Wamenhaj paparkan mekanisme skema “war ticket” haji
Wamenhaj Jelaskan Mekanisme Skema “War Ticket” Ibadah Haji
Jakarta – Dalam acara penutupan Rakernas Kementerian Haji dan Umrah (Kemenhaj) di Tangerang, Banten, Jumat, Wakil Menteri Haji dan Umrah Dahnil Anzar Simanjuntak menjelaskan mekanisme skema ‘war ticket’ dalam penyelenggaraan ibadah haji. Meski skema ini masih dalam tahap kajian, ia menyebutnya sebagai alternatif untuk mempercepat akses ke haji.
Mekanisme Antrean dan War Ticket
Skema ini diproyeksikan berjalan sejajar dengan mekanisme antrean haji yang selama ini diterapkan. Dahnil menjelaskan, istilah ‘war ticket’ diperkenalkan oleh Menteri Haji Irfan Yusuf sebagai bagian dari transformasi perhajian untuk mengurangi durasi menunggu yang mencapai rata-rata 26,4 tahun saat ini.
“Ke depan itu kalau Saudi membuka kuotanya dalam jumlah besar, kita akan buka dua skema. Pertama adalah skema antrean yang sudah ada. Skema yang kedua adalah skema yang istilah digunakan oleh Pak Menteri (Irfan Yusuf) itu adalah war ticket,” ujar Wamenhaj Dahnil.
Dahnil menegaskan, penentuan harga berada dalam kewenangan pemerintah, sehingga tidak terjadi liberalisasi atau mekanisme pasar bebas dalam penyelenggaraan haji. Biaya penyelenggaraan akan ditetapkan berdasarkan perhitungan riil, tanpa subsidi dari dana kelolaan BPKH. Jika besaran BPIH ditetapkan sebesar Rp200 juta per orang, jamaah yang memilih skema ini akan menanggung biaya penuh.

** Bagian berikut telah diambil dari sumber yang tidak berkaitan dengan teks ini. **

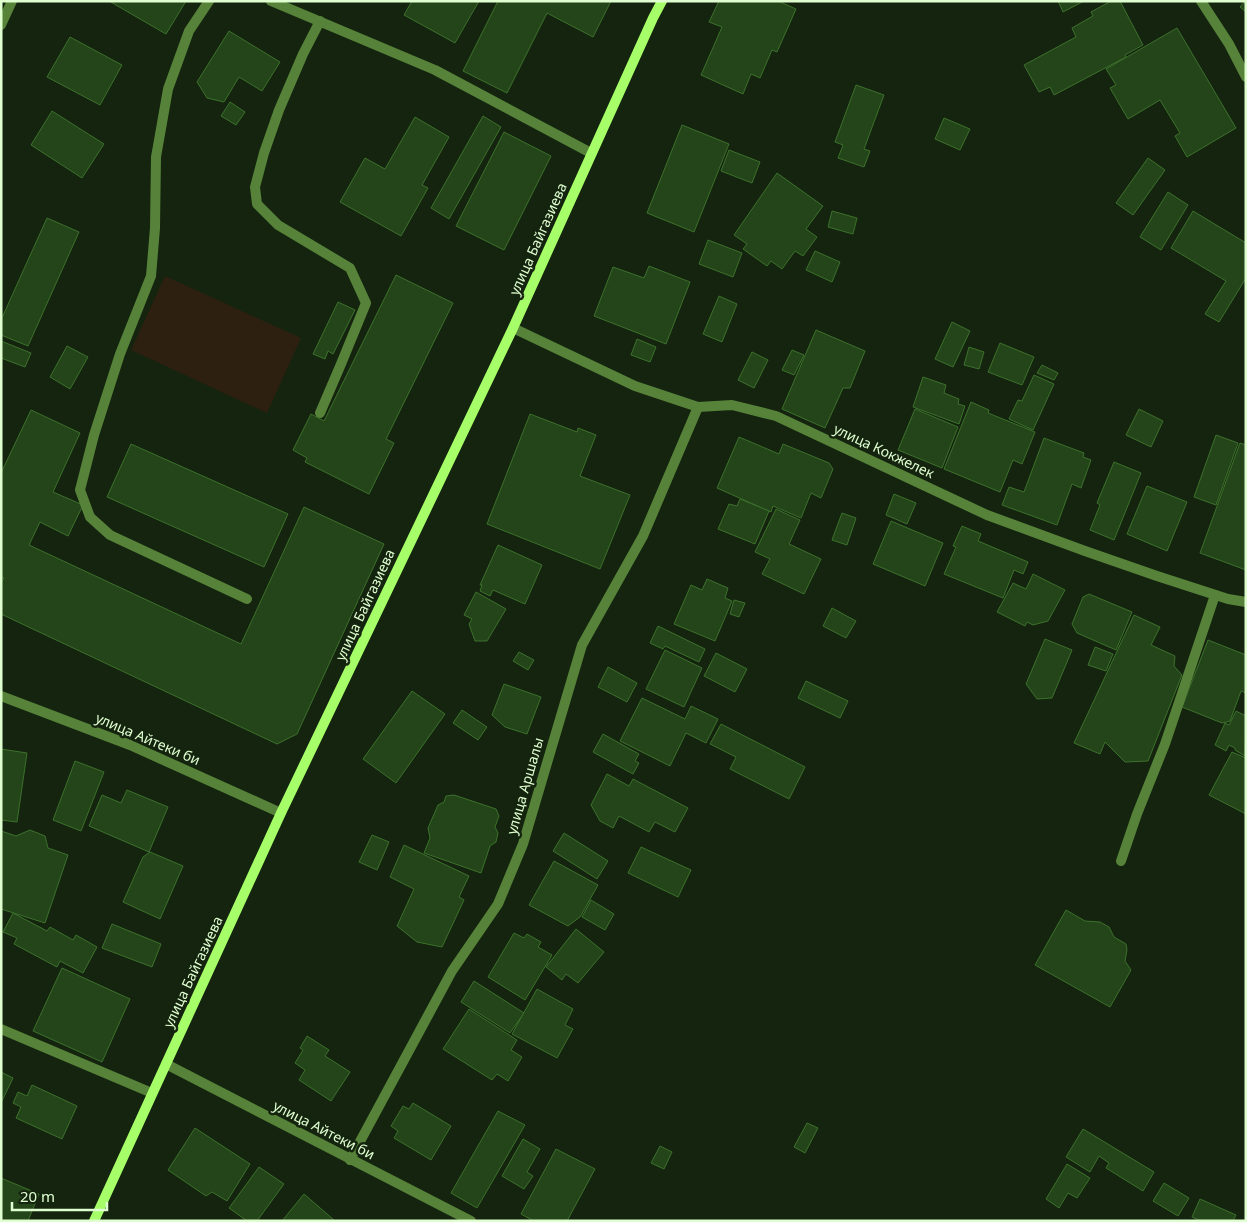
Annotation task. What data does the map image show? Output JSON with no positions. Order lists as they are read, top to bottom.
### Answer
{
  "streets": {
    "main road": ["улица Байгазиева"],
    "street": ["улица Кокжелек", "улица Айтеки би", "улица Аршалы"]
  },
  "crossings": [
    ["улица Байгазиева", "улица Кокжелек"],
    ["улица Байгазиева", "улица Айтеки би"],
    ["улица Кокжелек", "улица Аршалы"],
    ["улица Айтеки би", "улица Аршалы"]
  ],
  "scale_bar": "20 m"
}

Sementara jamaah yang menjalani jalur antrean tetap mendapatkan subsidi atau manfaat nilai. Menurutnya, kuota tambahan pada skema war ticket dapat berasal dari dua sumber. Pertama, alokasi tambahan yang diberikan oleh Pemerintah Arab Saudi, bukan dari kuota reguler tahunan. Kedua, proyeksi visi Arab Saudi 2030 yang menargetkan peningkatan kuota jamaah haji dunia dari sekitar dua juta menjadi lebih dari lima juta orang pada 2030.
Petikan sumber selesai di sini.